UN MARCHÉ CONSTANT MAIS RÉDUIT

On la pensait un temps absente du marché français mais en fait, il n’en est rien. « Le marché de la perle est constant et nourri par la demande qui ne faiblit pas » explique Daniel Morillon, dirigeant d’AQUAGEM. Cet importateur en perles naturelles et de culture travaille avec un stock de perles sélectionnées pour ses clients, les grandes maisons de joaillerie qui continuent de l’utiliser aux côtés de pierres précieuses. Mais qu’en est-il des acteurs qui, eux, fabriquent ?

Nuancier de perles de culture

Comme l’explique Georges Hamoui, généraliste de la perle depuis 1980 basé à Nantes : « Il faut savoir que la perle ne correspond à aucun phénomène de mode. Il faut plusieurs années pour la récolter, ce qui fait que sa mise en lumière dans les collections est plus liée à des cycles, et surtout des cycles longs – entre 4 et 5 ans. La production reste donc fragile, d’autant plus avec la pandémie qui n’a pas permis aux puériculteurs de faire les récoltes prévues. » Les principaux acteurs du marché français s’attendent donc à des difficultés d’approvisionnement mais surtout à une flambée des prix selon Gaëtan Pinot, PDG du groupe Schmittgall, leader français de la perle de culture.

La perle conche est une perle naturelle qui offre des teintes corail-rose pâle. On la trouve principalement dans les eaux chaudes tropicales car elle se forme dans la coquille du lambi.

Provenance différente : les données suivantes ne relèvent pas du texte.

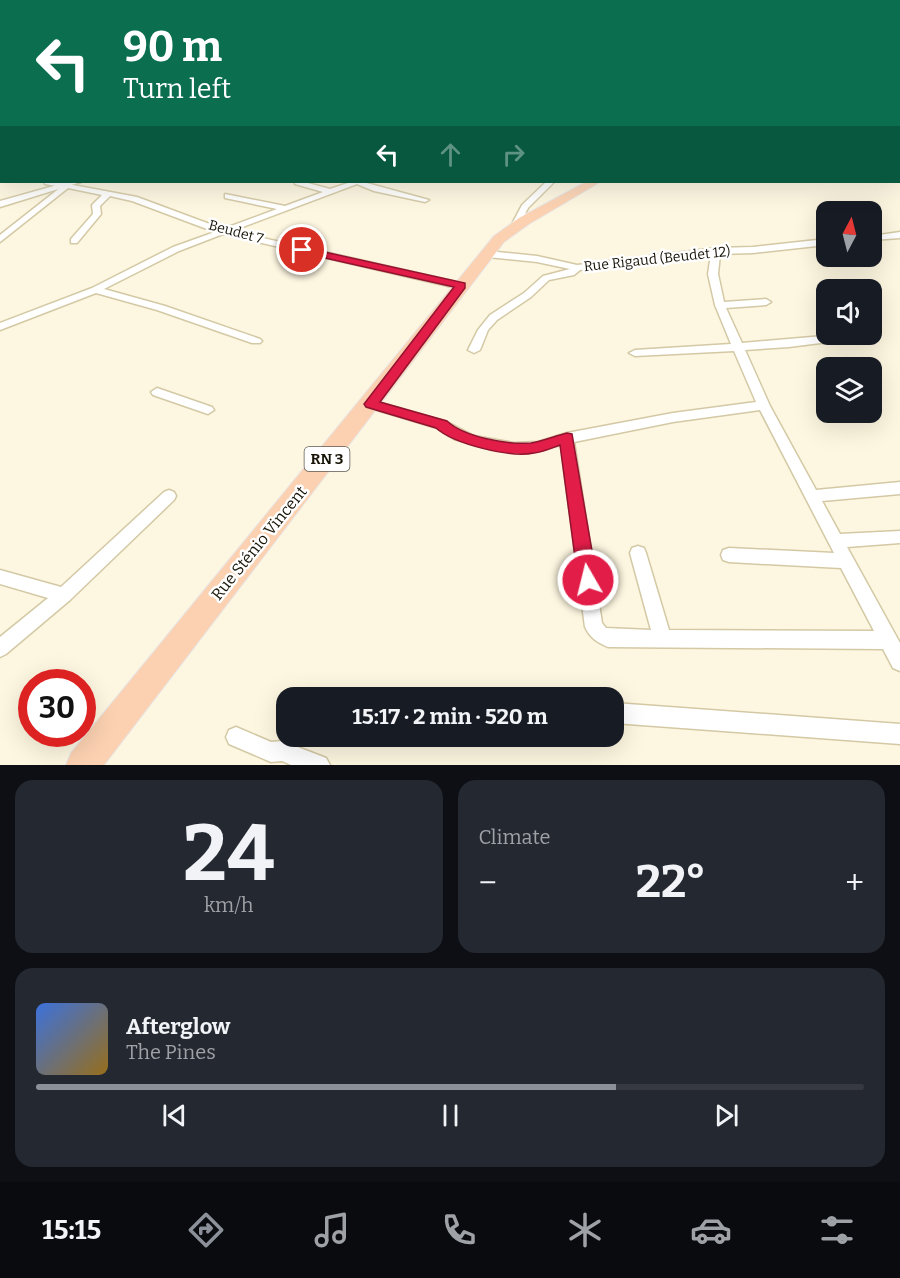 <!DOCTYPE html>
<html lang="en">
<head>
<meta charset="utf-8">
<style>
  body { margin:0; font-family:Bitter,serif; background:#242831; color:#f1f3f6; height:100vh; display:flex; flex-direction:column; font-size:22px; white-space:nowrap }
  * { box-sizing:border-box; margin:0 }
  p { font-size:20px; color:#9ea1a6 }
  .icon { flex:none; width:33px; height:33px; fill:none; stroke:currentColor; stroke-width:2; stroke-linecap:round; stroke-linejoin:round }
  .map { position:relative; height:765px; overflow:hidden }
  .side { display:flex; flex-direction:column; gap:15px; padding:15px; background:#0d0f14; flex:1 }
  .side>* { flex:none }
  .guide { position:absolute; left:0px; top:0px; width:900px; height:183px; box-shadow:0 6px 24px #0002; background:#0b6e4f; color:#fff; overflow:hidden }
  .needle { width:39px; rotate:7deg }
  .controls { position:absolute; left:816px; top:201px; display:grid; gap:12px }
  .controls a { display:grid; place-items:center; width:66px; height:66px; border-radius:12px; background:#171b24; box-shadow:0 6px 24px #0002; font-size:30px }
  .speed { position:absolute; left:18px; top:669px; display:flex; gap:12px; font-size:30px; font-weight:700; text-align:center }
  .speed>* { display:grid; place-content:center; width:78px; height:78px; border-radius:50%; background:#171b24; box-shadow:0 6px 24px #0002; line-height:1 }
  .speed .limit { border:9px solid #d22; background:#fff; color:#111 }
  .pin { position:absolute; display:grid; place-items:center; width:51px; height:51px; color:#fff; margin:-26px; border:3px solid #fff; border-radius:50%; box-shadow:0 2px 6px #0007 }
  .me { position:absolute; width:66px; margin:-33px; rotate:352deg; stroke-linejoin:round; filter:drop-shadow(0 0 4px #0008) }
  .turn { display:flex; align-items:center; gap:21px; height:126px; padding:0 24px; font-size:27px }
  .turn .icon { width:78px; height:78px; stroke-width:2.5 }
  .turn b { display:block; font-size:42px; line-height:51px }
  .lanes { display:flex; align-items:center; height:57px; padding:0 24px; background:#0003; justify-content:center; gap:30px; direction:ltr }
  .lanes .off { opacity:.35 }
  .big { font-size:45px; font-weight:700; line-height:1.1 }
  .side .card { flex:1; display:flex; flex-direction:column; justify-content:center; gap:9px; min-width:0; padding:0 21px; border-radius:18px; background:#242831 }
  .side .dial { align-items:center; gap:0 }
  .dial b { font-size:78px; line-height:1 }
  .song { display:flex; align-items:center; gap:18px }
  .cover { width:72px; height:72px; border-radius:9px; background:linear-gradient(135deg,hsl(220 70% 55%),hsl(40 70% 35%)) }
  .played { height:6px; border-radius:3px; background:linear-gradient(90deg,#8c9099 70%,#363941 70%) }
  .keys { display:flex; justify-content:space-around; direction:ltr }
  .heat { display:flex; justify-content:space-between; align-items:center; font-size:33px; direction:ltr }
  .side .tiles { flex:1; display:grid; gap:15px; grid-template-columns:1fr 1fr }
  .card:last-child { grid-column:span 2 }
  .trip { position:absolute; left:276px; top:687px; width:348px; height:60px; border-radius:18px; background:#171b24; box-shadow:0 6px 24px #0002; font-weight:700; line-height:60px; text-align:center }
  .tab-bar { display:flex; height:96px; justify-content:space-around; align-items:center; background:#090b0e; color:#9ea1a6 }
  .tab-bar .icon { width:42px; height:42px }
  .tab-bar .on { color:#8c9099 }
  .tab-bar b { font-size:27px; color:#f1f3f6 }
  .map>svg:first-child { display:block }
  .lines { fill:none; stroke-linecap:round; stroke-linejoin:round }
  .minor-casing { stroke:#d4c9a5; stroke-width:3 }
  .tertiary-casing { stroke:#d4c9a5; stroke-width:3 }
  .primary-casing { stroke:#e8e7e6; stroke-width:2 }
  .minor { fill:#fff; fill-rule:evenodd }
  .tertiary { fill:#fff; fill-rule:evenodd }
  .primary { fill:#fbd1b1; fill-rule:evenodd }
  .route { fill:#e11d48; stroke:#92132f; stroke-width:1.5 }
  .labels { text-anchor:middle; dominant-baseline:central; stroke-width:5; stroke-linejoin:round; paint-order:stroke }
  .far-street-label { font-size:14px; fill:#171306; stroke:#fff }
  .shield { fill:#fff; stroke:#5d5a51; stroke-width:1.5 }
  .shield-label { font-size:15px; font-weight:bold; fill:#171306 }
  .street-label { font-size:16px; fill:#171306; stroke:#fff }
</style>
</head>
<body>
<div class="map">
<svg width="900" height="765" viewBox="0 0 900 765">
  <rect width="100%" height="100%" fill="#fdf6e0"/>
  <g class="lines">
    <defs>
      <g id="minor">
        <polygon points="0,160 2,160 0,165"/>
        <rect x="0" y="176" width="2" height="4"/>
        <polygon points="45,182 57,182 137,197 223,229 277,209 225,198 225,194 285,206 323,192 295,184 295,182 304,182 330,189 351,182 363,182 429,200 425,202 374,191 357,184 232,231 461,283 466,286 461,289 223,234 179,251 104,289 165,306 260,339 262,341 260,343 252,343 157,310 96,293 0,330 0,323 92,288 173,247 215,232 132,201 110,196 100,206 101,214 77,243 71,243 71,239 93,214 92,205 102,195 68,188 0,242 0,235 61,187 45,184"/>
        <polygon points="546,182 554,182 528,208 517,230 511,230 510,228 522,205"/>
        <polygon points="900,232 900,238 872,240 872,236"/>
        <path d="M826 239V245L753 253 720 254 718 274 724 302 766 299 771 302 766 305 726 308 742 343 847 334 849 337 844 340 789 347 745 350 770 406 816 490 900 482V494L822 501 840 534 900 531V543L847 547 900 643V671L893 668 883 649 608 647C597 642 590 638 585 627L561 445 531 452 492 450 454 439 437 428 367 407 365 404 371 400 447 422 474 436 514 443 538 442 567 433 673 413 756 402 734 351 635 356 629 353 635 350 731 344 715 305 708 274 711 254 580 270 574 275 549 280 531 297 497 320 488 330 480 350 474 353 468 350 478 330 490 315 524 293 543 276 570 269 537 262 487 257 483 254 487 251 537 256 577 265 716 248 753 247ZM760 410 834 553 729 548 723 550 721 555 723 560 729 562 841 568 874 631 669 630 646 553 644 548 638 546 632 548 630 553 651 630 606 628 602 623 574 442 673 422Z"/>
        <polygon points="157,388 212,407 214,410 208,414 153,395 151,392"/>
        <polygon points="169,490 174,492 176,496 174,500 70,600 6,654 0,657 0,637 48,598 0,584 0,570 61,587 164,492"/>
        <polygon points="614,703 900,724 900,744 614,723"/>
        <polygon points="236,727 271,742 282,741 326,758 330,765 291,765 282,761 271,762 229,744 226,737 229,730"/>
      </g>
      <polygon id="tertiary" points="68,182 81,182 0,207 0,201"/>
      <polygon id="primary" points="586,182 600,182 529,224 504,242 104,765 66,765 71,753 494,236 519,218"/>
    </defs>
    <use href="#minor" class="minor-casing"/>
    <use href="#tertiary" class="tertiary-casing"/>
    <use href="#primary" class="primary-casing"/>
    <use href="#minor" class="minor"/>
    <use href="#tertiary" class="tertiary"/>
    <use href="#primary" class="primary"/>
  </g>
  <linearGradient id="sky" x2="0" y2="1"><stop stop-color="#7caee7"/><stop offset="0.48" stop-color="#fefbf1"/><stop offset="1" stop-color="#fefbf1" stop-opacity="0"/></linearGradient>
  <rect width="900" height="206" fill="url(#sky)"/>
  <path class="route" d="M302 247 465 283V288L380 402 447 421C464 437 508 445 531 443 543 441 555 436 567 433L572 434 597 580 594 585 588 588 581 585 578 580 560 445C552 448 543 452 534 453 510 458 454 444 436 428L366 407 364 404 454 287 298 252V248Z"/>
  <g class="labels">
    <g class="far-street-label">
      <text transform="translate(236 232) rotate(15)">Beudet 7</text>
      <text transform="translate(657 259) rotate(-6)">Rue Rigaud (Beudet 12)</text>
    </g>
    <rect class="shield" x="304.5" y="447" width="45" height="24" rx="4.5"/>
    <g class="shield-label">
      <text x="327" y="459">RN 3</text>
    </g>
    <g class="street-label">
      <text transform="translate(259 543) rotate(-51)">Rue Sténio Vincent</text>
    </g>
  </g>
</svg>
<div class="controls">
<a><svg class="needle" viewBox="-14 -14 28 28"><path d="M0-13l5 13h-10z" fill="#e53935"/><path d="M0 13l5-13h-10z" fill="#9ea1a6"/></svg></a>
<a><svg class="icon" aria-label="sound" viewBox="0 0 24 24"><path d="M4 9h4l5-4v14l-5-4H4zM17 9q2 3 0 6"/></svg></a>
<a><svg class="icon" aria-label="layers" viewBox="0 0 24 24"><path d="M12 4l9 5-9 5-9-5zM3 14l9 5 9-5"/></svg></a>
</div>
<div class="speed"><div class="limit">30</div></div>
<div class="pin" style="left:302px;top:250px;background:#d93025"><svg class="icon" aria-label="arrive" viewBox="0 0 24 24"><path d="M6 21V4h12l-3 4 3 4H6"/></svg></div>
<svg class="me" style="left:588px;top:580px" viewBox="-20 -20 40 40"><circle r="17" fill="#e11d48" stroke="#fff" stroke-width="3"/><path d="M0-11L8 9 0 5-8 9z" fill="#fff"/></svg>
<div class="trip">15:17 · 2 min · 520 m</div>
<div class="guide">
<div class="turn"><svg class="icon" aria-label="left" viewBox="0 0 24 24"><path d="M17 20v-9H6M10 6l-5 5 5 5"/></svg><div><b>90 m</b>Turn left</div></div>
<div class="lanes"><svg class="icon" aria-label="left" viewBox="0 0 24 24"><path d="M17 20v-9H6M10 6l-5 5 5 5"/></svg><svg class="icon off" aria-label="ahead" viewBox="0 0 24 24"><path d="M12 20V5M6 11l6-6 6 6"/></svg><svg class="icon off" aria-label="right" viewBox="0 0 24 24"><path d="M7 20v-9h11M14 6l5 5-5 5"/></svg></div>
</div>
</div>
<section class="side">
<div class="tiles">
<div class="card dial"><b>24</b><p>km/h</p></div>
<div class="card"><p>Climate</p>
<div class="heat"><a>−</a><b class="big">22°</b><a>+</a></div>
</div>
<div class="card">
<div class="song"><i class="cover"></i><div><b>Afterglow</b><p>The Pines</p></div></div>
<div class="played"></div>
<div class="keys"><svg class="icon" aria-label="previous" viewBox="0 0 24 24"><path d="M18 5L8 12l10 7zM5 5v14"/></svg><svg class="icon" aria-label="pause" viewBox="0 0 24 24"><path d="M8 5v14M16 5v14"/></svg><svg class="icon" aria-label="next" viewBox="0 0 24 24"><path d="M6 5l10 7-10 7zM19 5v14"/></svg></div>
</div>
</div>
</section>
<nav class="tab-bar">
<b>15:15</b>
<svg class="icon on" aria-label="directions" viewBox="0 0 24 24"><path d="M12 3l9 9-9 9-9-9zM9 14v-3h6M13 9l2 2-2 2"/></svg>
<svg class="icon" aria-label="music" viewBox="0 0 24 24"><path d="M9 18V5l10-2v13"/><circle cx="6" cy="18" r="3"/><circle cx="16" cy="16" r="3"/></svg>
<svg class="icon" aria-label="phone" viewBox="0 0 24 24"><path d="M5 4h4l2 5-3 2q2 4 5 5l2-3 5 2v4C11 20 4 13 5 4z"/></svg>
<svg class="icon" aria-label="climate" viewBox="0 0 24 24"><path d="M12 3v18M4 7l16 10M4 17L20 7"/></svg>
<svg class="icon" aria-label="car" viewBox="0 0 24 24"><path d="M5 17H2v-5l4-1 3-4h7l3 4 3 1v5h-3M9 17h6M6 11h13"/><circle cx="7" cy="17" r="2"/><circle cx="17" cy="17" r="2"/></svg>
<svg class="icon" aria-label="filters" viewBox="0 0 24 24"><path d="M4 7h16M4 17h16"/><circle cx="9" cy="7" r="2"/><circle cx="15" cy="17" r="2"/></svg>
</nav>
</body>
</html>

LA PERLE, UN BIJOU TENDANCE POUR LES JEUNES

Positionnée sur l’entrée de gamme, Elsa Lee vend des bijoux entre 39 et 150 euros. Avec ses designs épurés et minimalistes, la marque, qui appartient à Elsa Groupe, a su séduire une toute nouvelle clientèle dont l’âge moyen ne dépasse pas la vingtaine. Loin de considérer le collier de perles comme un bijou un peu cérémonial, cette génération se l’est approprié en cassant les codes. « Avec le retour du bohème chic et de nouveaux portés, notamment sur la boucle d’oreille qui se la joue asymétrique ou ear jacket, c’est-à-dire interchangeable, la perle, qui véhicule, somme toute une connotation noble, prend un sacré coup de fraîcheur » explique Mélissa Chiu, responsable de la communication. Même constat, chez Schmittgall où on remarque un enthousiasme pour la perle blanche, généralement d’eau douce entre 6 et 7 mm, et portée en rang très court ou juste dans le creux du cou par de très jeunes filles.

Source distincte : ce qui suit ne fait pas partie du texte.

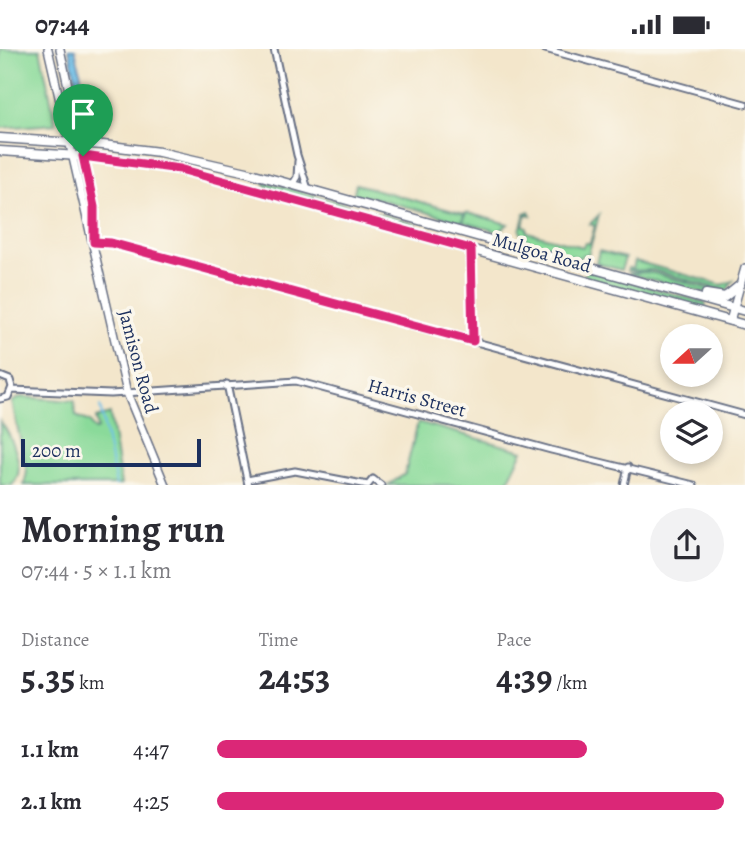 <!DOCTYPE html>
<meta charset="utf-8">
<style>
:root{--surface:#fff;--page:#f2f2f3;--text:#2b2b33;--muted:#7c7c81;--accent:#db2777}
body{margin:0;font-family:Alegreya,serif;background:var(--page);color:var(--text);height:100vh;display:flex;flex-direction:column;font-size:26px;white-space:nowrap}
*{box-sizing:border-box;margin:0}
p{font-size:23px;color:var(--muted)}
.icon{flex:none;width:38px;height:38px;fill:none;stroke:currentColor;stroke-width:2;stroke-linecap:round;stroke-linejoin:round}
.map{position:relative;height:436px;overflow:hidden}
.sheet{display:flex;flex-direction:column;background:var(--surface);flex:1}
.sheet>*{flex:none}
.needle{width:46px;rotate:249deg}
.tools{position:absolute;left:660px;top:275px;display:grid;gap:14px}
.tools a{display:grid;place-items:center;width:63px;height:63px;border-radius:50%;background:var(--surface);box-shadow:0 4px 10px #0003;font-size:35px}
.scale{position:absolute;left:21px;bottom:18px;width:180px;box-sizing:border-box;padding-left:7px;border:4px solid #1b2f5e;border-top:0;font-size:19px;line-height:24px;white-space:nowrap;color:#1b2f5e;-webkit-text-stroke:5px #fbf7ec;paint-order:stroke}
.pin{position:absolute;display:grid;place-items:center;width:60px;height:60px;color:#fff;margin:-72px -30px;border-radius:50% 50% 50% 0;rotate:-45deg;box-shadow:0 0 7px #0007}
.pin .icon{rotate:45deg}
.round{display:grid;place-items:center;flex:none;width:74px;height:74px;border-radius:37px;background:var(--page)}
.head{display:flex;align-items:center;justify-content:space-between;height:119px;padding:0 21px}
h1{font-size:38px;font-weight:700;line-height:52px}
.figures{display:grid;grid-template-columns:repeat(3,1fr);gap:10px;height:119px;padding:7px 21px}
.figures div{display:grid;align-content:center}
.figures b{font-size:35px;font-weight:700}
.figures small{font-size:19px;font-weight:400}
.figures p{font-size:19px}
ul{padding:0 21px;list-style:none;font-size:23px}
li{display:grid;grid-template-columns:112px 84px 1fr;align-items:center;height:52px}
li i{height:18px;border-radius:9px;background:var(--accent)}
.status{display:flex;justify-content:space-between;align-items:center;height:49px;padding:0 35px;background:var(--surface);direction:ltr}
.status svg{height:19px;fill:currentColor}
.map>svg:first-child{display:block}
</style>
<div class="status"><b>07:44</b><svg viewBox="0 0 49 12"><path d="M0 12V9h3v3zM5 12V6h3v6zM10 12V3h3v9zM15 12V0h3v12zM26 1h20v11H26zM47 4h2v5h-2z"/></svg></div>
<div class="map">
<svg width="745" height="436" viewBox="0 0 745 436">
<rect width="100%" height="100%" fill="#fbf7ec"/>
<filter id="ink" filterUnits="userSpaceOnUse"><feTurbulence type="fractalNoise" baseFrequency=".0143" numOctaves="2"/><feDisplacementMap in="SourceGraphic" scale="14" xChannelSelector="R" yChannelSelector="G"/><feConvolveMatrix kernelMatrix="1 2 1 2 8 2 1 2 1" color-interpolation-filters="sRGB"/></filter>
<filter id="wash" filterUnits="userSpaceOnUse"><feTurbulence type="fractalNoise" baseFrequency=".00686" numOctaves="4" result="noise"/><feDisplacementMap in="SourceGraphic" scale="28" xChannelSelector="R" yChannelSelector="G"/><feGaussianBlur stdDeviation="1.57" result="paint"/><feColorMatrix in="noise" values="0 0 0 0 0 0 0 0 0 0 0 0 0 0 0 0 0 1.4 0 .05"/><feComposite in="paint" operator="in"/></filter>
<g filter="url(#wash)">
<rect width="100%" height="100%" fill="#f3e6cb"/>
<!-- green -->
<path fill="#8ada9a" stroke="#52847c" stroke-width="2" d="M 0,0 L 40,0 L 56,75 L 0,79 Z
M 263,132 L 416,175 L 415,181 L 267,138 Z
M 356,135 L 464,165 L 462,173 L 371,148 L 353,147 Z
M 529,162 L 531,166 L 526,165 L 523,176 L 527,178 L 527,183 L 583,198 L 585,194 L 590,194 L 595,177 L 590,175 L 599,166 L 588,206 L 583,205 L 580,209 C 562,204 527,199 520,182 L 525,164 Z
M 466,164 L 471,165 L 508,175 L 499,183 L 463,173 Z
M 599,202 L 625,209 L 621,221 L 596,214 Z
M 635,212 L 722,236 L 733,232 L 726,242 L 653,221 L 627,222 L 628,219 L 633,220 Z
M 586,221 L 706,254 L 704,261 L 584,228 Z
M 643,223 L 654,224 L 723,244 L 715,246 L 628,225 Z
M 21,348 L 74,352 L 76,367 L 90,373 L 95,381 L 98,380 L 96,369 L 110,365 L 121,436 L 24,436 L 27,423 L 12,353 Z
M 0,372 C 11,386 28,422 12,436 L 0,436 Z
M 418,373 L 523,402 L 506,436 L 388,436 L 405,425 Z"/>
<!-- water -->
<path fill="#6dc0e9" stroke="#4478a4" stroke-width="2" d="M 69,0 L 75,0 L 91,70 L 85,71 Z"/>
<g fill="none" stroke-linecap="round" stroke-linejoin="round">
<!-- stream -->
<path stroke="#6dc0e9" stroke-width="2" d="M 100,357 L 116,436"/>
</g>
</g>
<g filter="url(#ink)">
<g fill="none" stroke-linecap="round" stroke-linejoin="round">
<!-- street casing -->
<g stroke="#676f84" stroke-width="9">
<path id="street" d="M 274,0 L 297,106 L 308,140
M 545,0 L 745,55
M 292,136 L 297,128 L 298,112
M 94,193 L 111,194 L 745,366
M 471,200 L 473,292
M 0,327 L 10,331 L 12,338 L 8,348 L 0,350
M 227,335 L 248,436
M 12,341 L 111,345 L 296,332 L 551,401 L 694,436
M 247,431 L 295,422 L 368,436
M 368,436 L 373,430 L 381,436
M 624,436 L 628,418"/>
</g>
<!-- secondary casing -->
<g stroke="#676f84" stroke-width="10">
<path id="secondary" d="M 48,0 L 127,344 L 165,436
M 60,0 L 90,139 L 94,192
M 730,272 L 745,219"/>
</g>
<!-- primary casing -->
<g stroke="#676f84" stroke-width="11">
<path id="primary" d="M 0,89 L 103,96 L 159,103 L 247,123 L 745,262
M 0,102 L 95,108 L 180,120 L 745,276
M 706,245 L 725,248 L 740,236"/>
</g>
<!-- street -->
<use href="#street" stroke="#fff" stroke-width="5"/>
<!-- secondary -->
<use href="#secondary" stroke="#fff" stroke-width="7"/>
<!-- primary -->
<use href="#primary" stroke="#fff" stroke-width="8"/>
</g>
</g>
<g fill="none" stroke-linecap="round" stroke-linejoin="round" filter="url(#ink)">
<!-- route casing -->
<g stroke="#fff" stroke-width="14">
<path id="route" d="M 83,107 L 180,120 L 471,200 L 473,292 L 111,194 L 94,193 L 94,158 Z"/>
</g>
<!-- route -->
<use href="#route" stroke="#db2777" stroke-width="9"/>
</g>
<g text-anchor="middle" stroke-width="7" stroke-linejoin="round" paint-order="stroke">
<!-- street labels -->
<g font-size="19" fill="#1b2f5e" stroke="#fbf7ec">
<text transform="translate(542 203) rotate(16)" y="7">Mulgoa Road</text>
<text transform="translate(139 312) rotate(75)" y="7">Jamison Road</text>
<text transform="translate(417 348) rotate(15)" y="7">Harris Street</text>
</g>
</g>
</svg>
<div class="tools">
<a><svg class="needle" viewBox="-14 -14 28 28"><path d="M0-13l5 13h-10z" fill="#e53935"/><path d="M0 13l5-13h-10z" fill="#7c7c81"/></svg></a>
<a><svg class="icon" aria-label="layers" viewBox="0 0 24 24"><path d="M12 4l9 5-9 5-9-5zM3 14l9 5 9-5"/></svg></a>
</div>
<div class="scale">200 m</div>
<div class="pin" style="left:83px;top:107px;background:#1e9e55"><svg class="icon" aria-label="arrive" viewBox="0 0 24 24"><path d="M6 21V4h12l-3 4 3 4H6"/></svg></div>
</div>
<section class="sheet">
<div class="head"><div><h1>Morning run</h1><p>07:44 · 5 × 1.1 km</p></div><a class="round"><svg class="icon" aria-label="share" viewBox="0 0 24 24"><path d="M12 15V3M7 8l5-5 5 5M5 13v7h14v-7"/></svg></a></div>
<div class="figures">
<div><p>Distance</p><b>5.35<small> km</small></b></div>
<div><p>Time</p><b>24:53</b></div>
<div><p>Pace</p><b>4:39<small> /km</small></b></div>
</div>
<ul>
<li><b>1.1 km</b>4:47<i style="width:73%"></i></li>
<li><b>2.1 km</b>4:25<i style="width:100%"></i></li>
</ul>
</section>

Boucles d’oreilles en argent rhodié et oxydes. Perles de culture d’eau douce. Hamoui Perles.
Bagues en argent rhodié et oxydes. Perles de Tahiti et d’eau douce. Hamoui Perles.

LA PERLE BLANCHE
FAIT SON GRAND RETOUR

Un temps délaissé au profit de la perle de Tahiti, la perle blanche revient dans les collections. Moins volumineuse, pas plus de 8 mm, elle s’accommode de petits bijoux moins ostentatoires au design allégé mais néanmoins très contemporain. La perle blanche reste souvent une entrée classique dans cet univers, mais pas que. « Même si cela reste marginal, je vois quelques hommes arborés des colliers de perles blanches, c’est assez inédit » confie Gaëtan Pinot qui remarque également un retour de la perle Akoya. « Mes clients ont toujours une appétence pour les Akoya. Celles qui sont blanches, voire qui tendent vers le rose plaisent bien sur le marché français alors que la crème est plutôt à destination du marché allemand » indique ainsi Daniel Morillon.

Collier et bague en or jaune et perle Akoya du Japon. Schmittgall Paris.
Bague Lorelei en argent et oxydes de zirconium. Elsa Lee Paris.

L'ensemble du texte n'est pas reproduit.